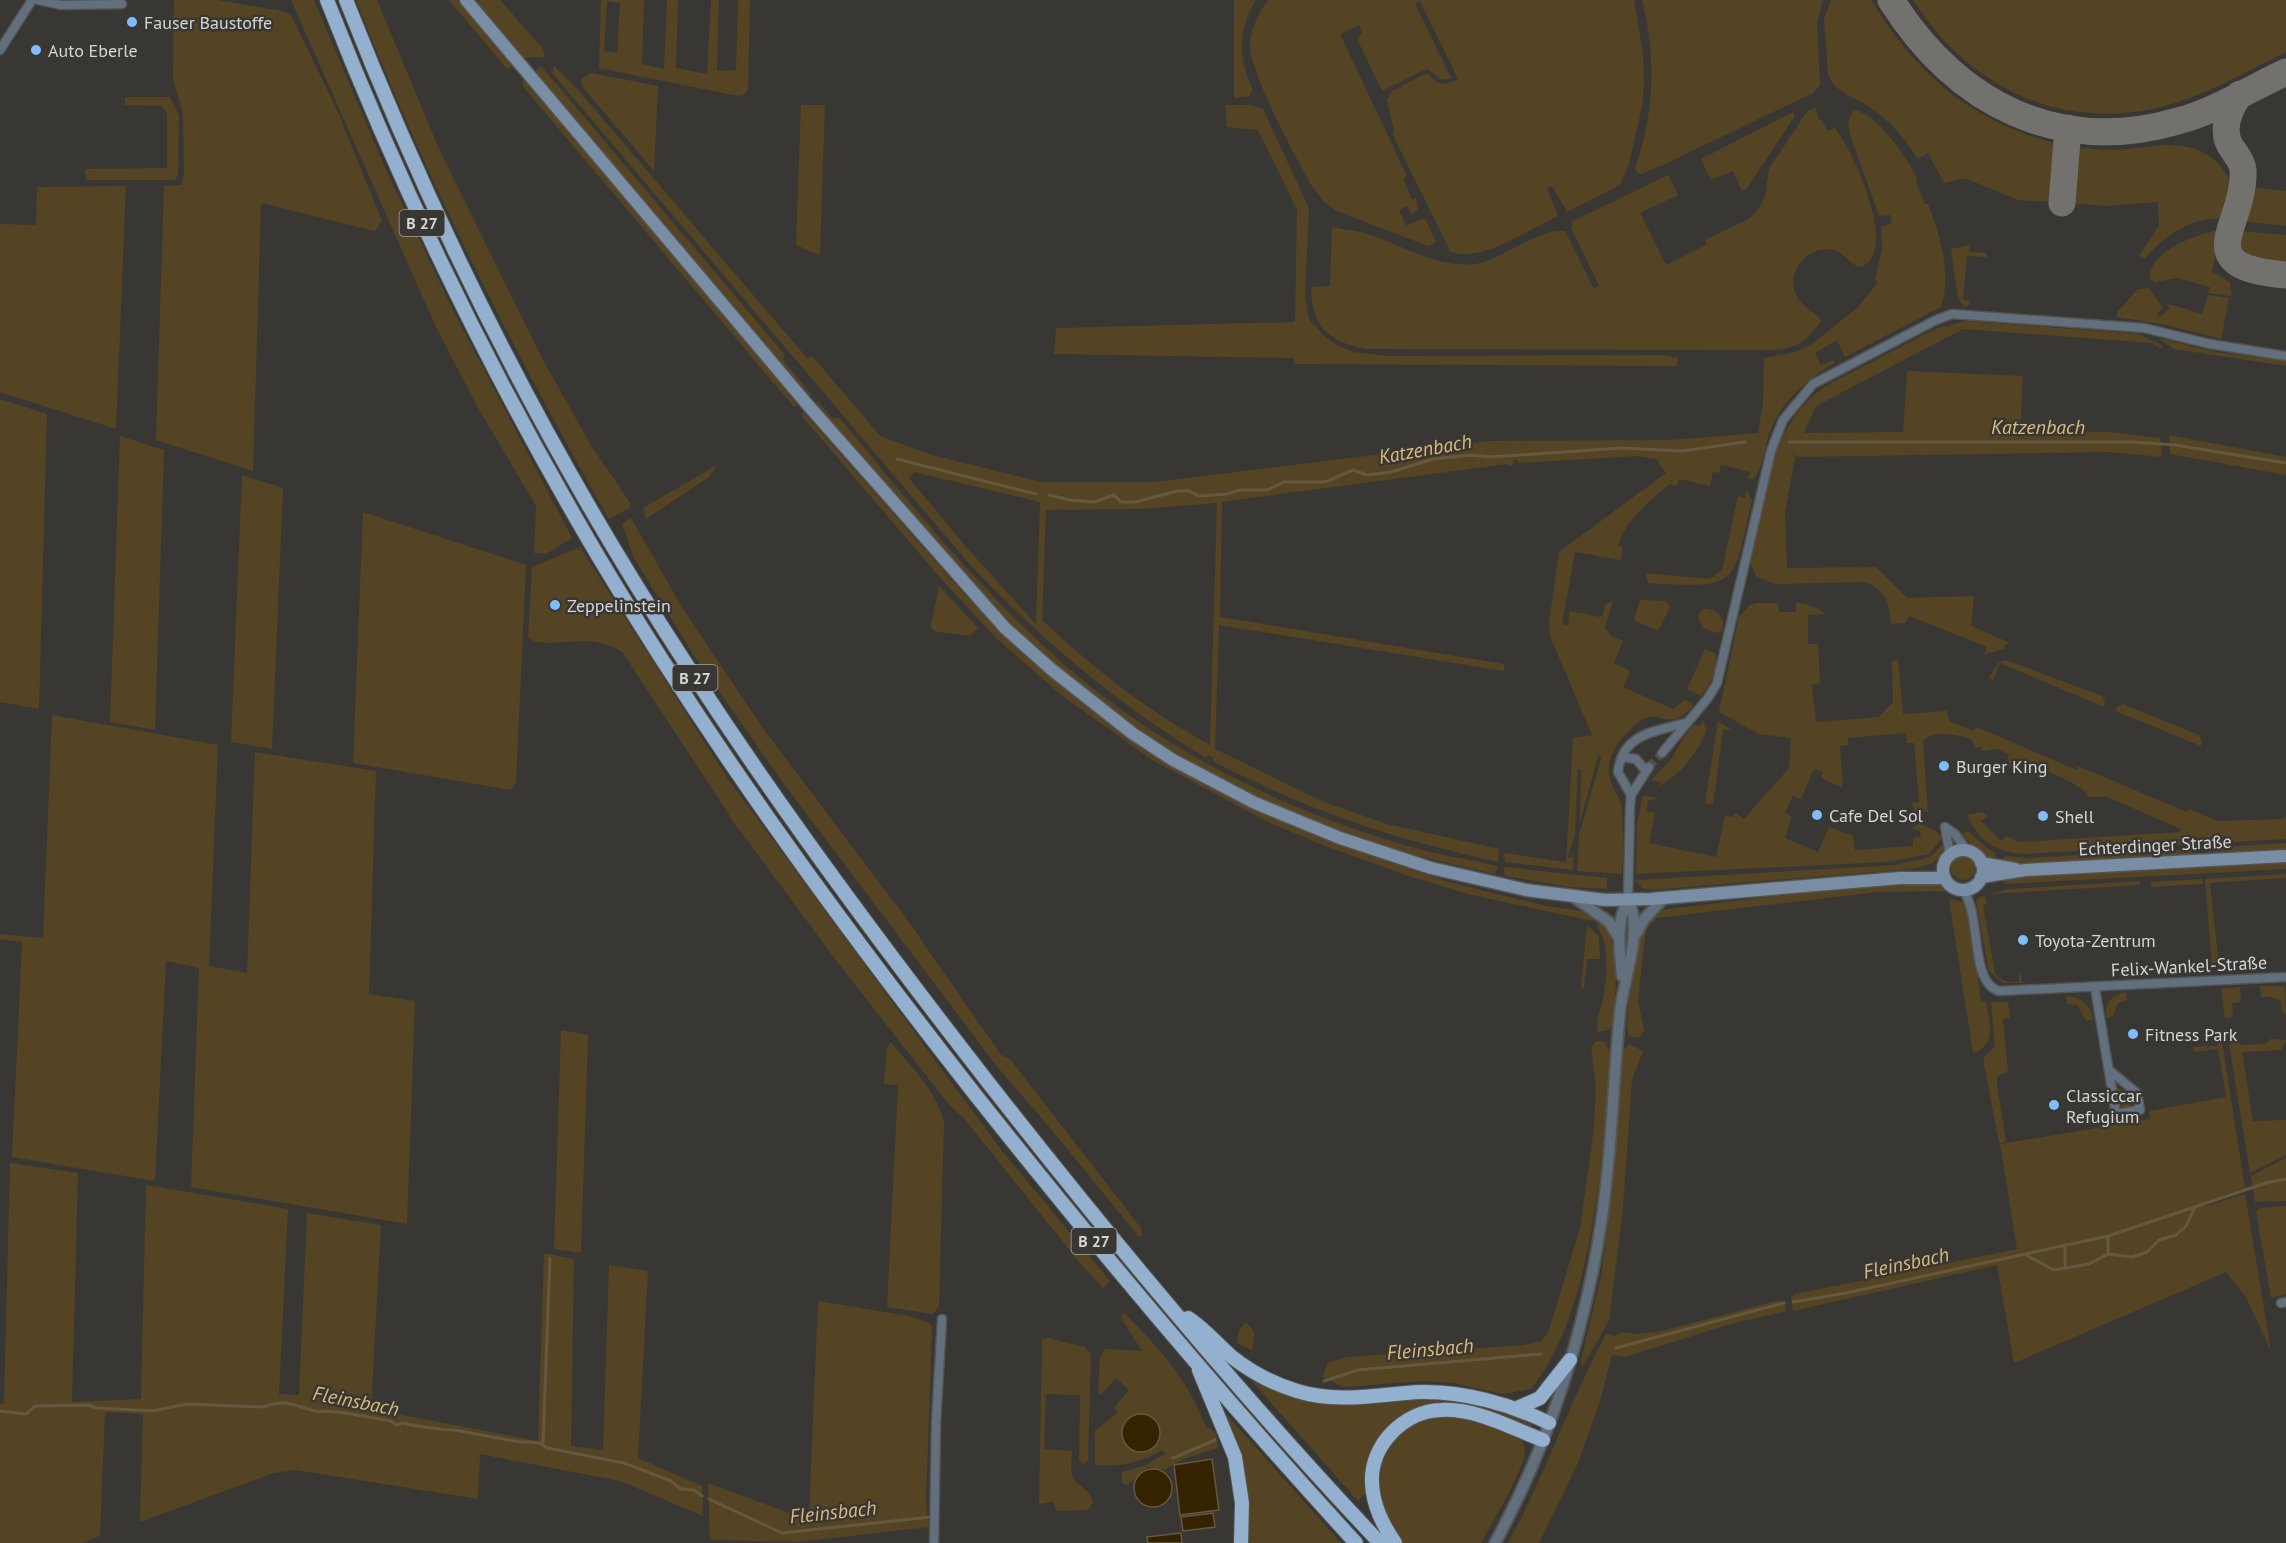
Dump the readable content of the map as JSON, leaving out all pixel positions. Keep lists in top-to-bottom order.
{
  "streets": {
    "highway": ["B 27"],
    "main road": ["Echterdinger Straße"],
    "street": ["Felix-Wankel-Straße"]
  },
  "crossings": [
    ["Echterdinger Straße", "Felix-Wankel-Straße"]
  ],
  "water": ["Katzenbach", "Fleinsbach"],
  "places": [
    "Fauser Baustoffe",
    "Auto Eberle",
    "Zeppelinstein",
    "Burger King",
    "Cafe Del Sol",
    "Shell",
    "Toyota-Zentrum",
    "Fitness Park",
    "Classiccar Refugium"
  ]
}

**Required work:** All of the records need repeating exactly, except for the pictures.

**Exercise response:**
Dump the readable content of the map as JSON, leaving out all pixel positions. Keep lists in top-to-bottom order.
{
  "streets": {
    "highway": ["B 27"],
    "main road": ["Echterdinger Straße"],
    "street": ["Felix-Wankel-Straße"]
  },
  "crossings": [
    ["Echterdinger Straße", "Felix-Wankel-Straße"]
  ],
  "water": ["Katzenbach", "Fleinsbach"],
  "places": [
    "Fauser Baustoffe",
    "Auto Eberle",
    "Zeppelinstein",
    "Burger King",
    "Cafe Del Sol",
    "Shell",
    "Toyota-Zentrum",
    "Fitness Park",
    "Classiccar Refugium"
  ]
}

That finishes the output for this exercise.